Pairs of integer pairs with same lcm, gcd and mean
Given $\operatorname{lcm}(x,y)\cdot\operatorname{gcd}(x,y)=|xy|$, we have $\operatorname{lcm}(a,b)\cdot\operatorname{gcd}(a,b)=\operatorname{lcm}(c,d)\cdot\operatorname{gcd}(c,d)$, so $|ab|=|cd|$. Given $\frac{a+b}{2}=\frac{c+d}{2}$, we have $c=(a+b)-d$. When substituted into $|ab|=|cd|$, this gives the two quadratics $d^2-(a+b)d\pm ab=0$. These have the two pairs of solutions $d=a,b$ (when $c,d$ are trivially a permutation of $a,b$) and $d=\frac{(a+b)\pm\sqrt{\Delta}}{2}$, where $\Delta$ is the discriminant $a^2+6ab+b^2$.

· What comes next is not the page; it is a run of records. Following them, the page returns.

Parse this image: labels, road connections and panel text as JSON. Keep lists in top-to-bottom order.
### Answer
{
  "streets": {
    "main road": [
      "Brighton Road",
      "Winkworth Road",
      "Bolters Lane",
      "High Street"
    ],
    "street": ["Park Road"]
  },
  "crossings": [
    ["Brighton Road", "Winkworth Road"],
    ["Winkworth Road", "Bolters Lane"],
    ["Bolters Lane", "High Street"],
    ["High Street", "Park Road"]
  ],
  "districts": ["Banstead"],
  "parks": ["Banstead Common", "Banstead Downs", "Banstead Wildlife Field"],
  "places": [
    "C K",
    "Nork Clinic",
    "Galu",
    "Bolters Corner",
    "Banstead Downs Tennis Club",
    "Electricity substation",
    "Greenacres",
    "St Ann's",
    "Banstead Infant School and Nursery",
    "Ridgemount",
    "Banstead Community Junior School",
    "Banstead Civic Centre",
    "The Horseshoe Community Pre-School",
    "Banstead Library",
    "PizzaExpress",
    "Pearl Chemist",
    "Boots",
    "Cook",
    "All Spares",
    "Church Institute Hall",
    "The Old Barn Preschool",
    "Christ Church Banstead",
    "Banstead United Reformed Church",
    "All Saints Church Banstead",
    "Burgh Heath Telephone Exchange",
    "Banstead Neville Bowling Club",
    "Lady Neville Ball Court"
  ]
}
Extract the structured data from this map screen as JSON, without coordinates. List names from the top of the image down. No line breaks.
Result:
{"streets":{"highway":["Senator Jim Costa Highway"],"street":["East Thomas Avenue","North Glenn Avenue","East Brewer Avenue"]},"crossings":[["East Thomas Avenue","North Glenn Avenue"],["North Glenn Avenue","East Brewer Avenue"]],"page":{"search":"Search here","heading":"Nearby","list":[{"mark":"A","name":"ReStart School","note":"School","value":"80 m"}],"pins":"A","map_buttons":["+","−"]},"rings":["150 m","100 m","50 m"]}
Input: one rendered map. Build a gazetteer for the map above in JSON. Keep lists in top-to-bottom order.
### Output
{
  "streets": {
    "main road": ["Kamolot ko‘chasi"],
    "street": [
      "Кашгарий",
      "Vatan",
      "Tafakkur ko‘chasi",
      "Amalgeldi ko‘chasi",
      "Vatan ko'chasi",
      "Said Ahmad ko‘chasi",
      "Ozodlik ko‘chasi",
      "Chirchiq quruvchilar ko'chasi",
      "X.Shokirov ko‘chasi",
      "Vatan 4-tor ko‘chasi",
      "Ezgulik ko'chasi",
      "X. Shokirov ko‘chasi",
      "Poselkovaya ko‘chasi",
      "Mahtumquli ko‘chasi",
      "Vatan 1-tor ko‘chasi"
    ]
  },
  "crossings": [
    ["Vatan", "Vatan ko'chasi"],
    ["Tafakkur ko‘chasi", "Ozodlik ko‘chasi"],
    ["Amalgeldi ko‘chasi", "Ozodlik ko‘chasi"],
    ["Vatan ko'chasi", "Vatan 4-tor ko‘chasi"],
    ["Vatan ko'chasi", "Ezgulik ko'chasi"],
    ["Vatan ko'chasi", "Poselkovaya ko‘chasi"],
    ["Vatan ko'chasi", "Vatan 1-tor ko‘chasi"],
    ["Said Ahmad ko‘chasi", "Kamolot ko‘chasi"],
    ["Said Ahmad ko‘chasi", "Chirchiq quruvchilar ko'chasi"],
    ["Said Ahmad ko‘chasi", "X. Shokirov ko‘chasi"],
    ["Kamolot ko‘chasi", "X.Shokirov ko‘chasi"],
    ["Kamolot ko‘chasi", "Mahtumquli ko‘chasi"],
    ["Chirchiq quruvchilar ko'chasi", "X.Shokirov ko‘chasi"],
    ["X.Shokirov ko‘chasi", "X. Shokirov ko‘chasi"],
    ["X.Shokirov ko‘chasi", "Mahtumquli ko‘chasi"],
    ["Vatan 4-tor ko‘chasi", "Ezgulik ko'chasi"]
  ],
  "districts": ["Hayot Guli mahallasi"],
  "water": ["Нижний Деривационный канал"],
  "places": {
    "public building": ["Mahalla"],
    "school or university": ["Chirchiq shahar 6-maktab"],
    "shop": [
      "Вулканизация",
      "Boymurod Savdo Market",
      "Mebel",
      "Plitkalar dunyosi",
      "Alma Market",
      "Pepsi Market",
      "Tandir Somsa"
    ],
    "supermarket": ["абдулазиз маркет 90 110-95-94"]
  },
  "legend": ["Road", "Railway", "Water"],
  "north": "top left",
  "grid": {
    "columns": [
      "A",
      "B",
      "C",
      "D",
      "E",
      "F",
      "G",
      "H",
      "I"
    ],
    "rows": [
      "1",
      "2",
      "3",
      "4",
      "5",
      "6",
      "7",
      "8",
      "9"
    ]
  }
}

In the nontrivial case, $d$ is integral if $(a+b)\pm\sqrt{\Delta}$ is integral (and even), therefore $\Delta$ is a square. Hence, for some integer $k$, the triple $(a,b,k)$ is a solution of the 3-variable, 2nd-degree Diophantine equation $a^2+6ab+b^2=k^2$. This can be solved with a method analogous to finding Pythagorean triples: consider the intersections of the hyperbola $a^2+6ab+b^2=1$ with the line $a=m(b-1)$. The first intersection is $(1,0)$ and the second intersection is guaranteed to be rational when $m$ is integral, which paves the way for integer solutions when clearing denominators. The second solution is $b=\frac{(m+1)(m-1)}{m^2+6m+1},a=\frac{-2m(3m+1)}{m^2+6m+1}$, which we can substitute into $a^2+6ab+b^2=1$ and multiply through by $(m^2+6m+1)^2$, to give solutions for $(a,b,k)$, and by extension $(a,b,c,d)$ when substituted into the earlier equations. So the set of nontrivial solutions up to multiples and permutations is, for $m\in\mathbb{Z}$
$a=-2m(3m+1)\\ b=(m+1)(m-1)\\ c=-(3m+1)(m+1)\\ d=2m(1-m)$
For example, $m=-5$ gives the solution $(-140,24,-56,-60)$, which is a multiple and permutation of the solution $(-6,35,14,15)$ mentioned by the asker. This encompasses all solutions.